The Defense Department on Monday issued an order barring all personnel from using geolocation services on their personal and government-issued devices in all “operational areas.” The policy, which applies to smartphones, tablets, fitness trackers, smartwatches and all other applications with geo location features, goes into effect immediately.
“The rapidly evolving market of devices, applications, and services with geolocation capabilities … presents significant risk to Department of Defense personnel both on- and off-duty, and to our military operations globally,” Deputy Defense Secretary Patrick Shanahan wrote Friday in a memo to top Pentagon brass.
“These geolocation capabilities can expose personal information, locations, routines and numbers of DoD personnel,” he said, which can create “unintended security consequences and increased risk to the joint force and mission.”

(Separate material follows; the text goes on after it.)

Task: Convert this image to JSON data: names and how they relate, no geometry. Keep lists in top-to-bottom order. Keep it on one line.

Under the new measure, combatant commanders in operational areas can make exceptions for certain government-issued devices based on “mission necessity.” They can also permit the use of geolocation services on personal devices after conducting a comprehensive operations security survey.
The Pentagon defines an operational area as “a location where military are operating for the purposes of a specific mission,” Pentagon spokesperson Maj. Audricia Harris told Tech This Out. Overseas military outposts, such as those used in the fight against ISIS, would fall under this umbrella, she said, but the Pentagon building would not.

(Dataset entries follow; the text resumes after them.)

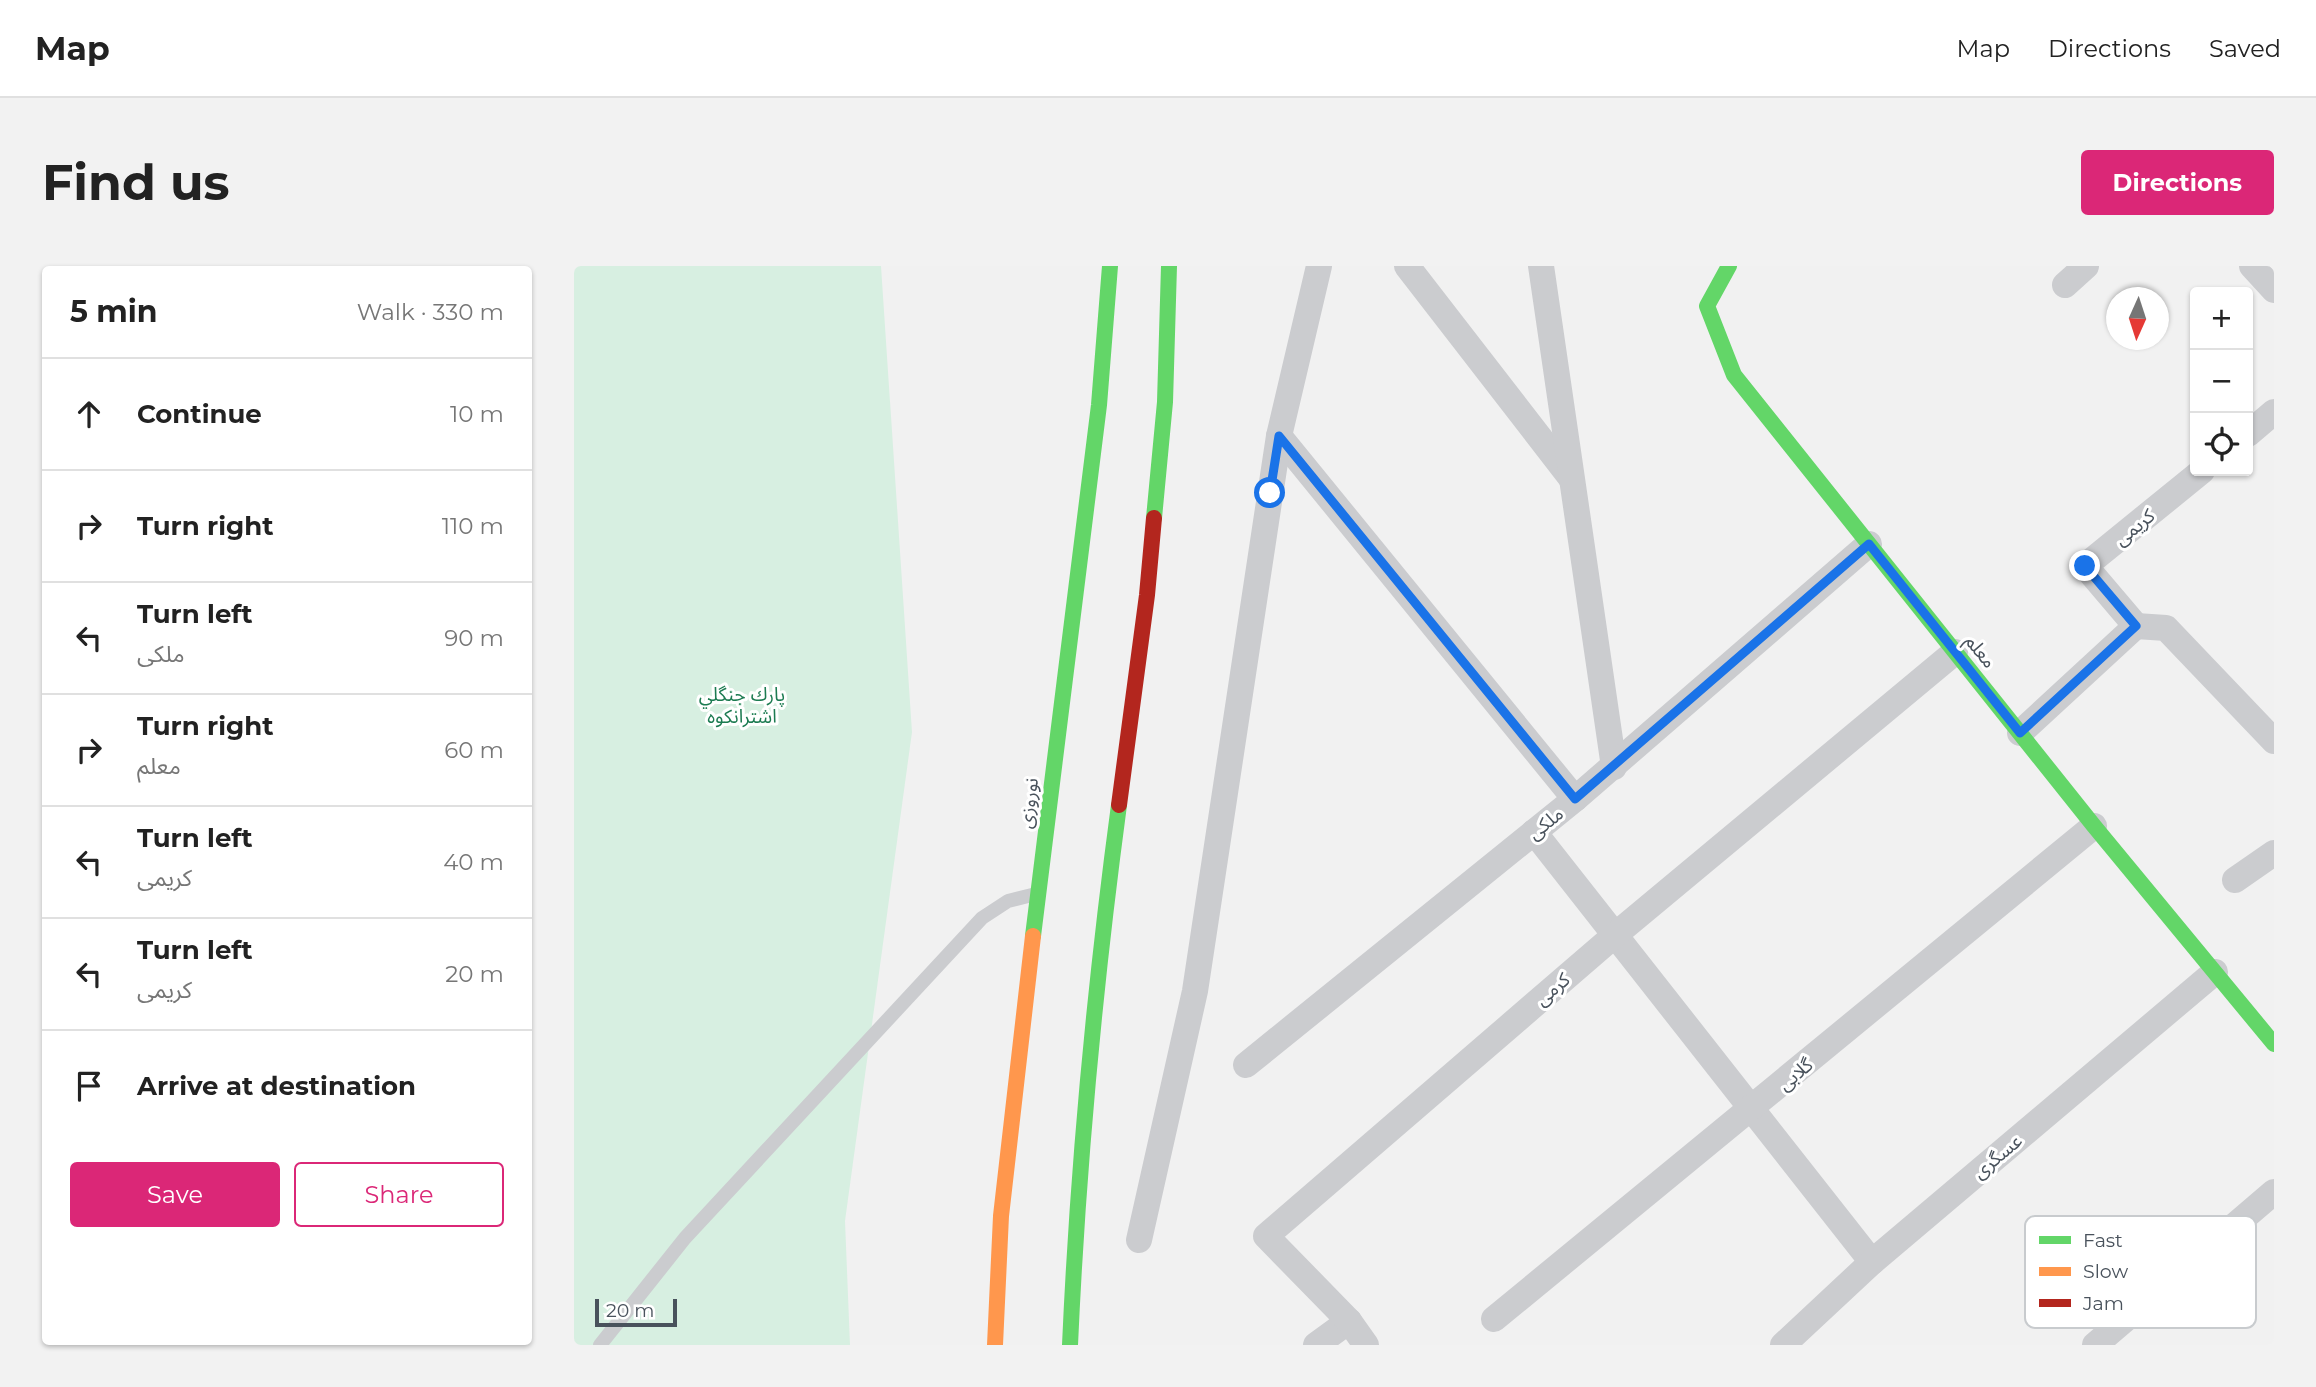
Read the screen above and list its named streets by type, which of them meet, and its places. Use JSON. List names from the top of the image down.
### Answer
{
  "streets": {
    "street": [
      "کریمی",
      "معلم",
      "نوروزی",
      "ملکی",
      "کرمی",
      "گلابی",
      "عسگری"
    ]
  },
  "crossings": [
    ["معلم", "ملکی"],
    ["معلم", "کرمی"],
    ["معلم", "گلابی"],
    ["معلم", "عسگری"]
  ],
  "parks": ["پارك جنگلي اشترانكوه"],
  "legend": ["Fast", "Slow", "Jam"],
  "scale_bar": "20 m",
  "north": "bottom",
  "page": {
    "header": "Map",
    "nav": ["Map", "Directions", "Saved"],
    "buttons": [
      "Directions",
      ["Save", "Share"]
    ],
    "title": "Find us",
    "heading": ["5 min", "Walk · 330 m"],
    "map_buttons": ["+", "−"],
    "list": [
      ["Continue", "10 m"],
      ["Turn right", "110 m"],
      ["Turn left", "ملکی", "90 m"],
      ["Turn right", "معلم", "60 m"],
      ["Turn left", "کریمی", "40 m"],
      ["Turn left", "کریمی", "20 m"],
      "Arrive at destination"
    ],
    "scale": "20 m"
  }
}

Though the order doesn’t block geolocation services in non-operational areas, it requires officials to assess the risks of those features for on- and off-duty personnel and issue “rational” restrictions when they pose a threat to employees or operations.

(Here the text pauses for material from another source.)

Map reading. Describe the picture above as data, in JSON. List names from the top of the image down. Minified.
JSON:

“The goal of this policy is to focus more on the features instead of the devices,” Harris said, noting geolocation services are becoming almost ubiquitous as more products connect to the internet. “Next thing you know there might be contact [lenses] with the same capability, so we want to focus on the feature and not the actual medium.”
The measure is the Pentagon’s latest in a series of crackdowns on the use of electronic devices at military facilities.
In May, Shanahan issued a sweeping ban on personal and government-issued mobile devices in classified areas of the Pentagon, citing concerns over potential leaks of classified information. The ban doesn’t cover devices with negligible storage and transmission capabilities, like key fobs.
The Pentagon began reconsidering its mobile electronics policies after the fitness-tracking app Strava compiled user location data in a global heat map and inadvertently revealed the locations of multiple overseas military bases. The data dump also publicized the identities and locations of international aid workers, intelligence operatives and military personnel, raising security concerns among government officials.
“We’re always aware of the rapidly changing technological environment, so we’re always looking at our policies to make sure they’re up-to-date and that they continue to protect the integrity of our mission and our personnel,” Harris said.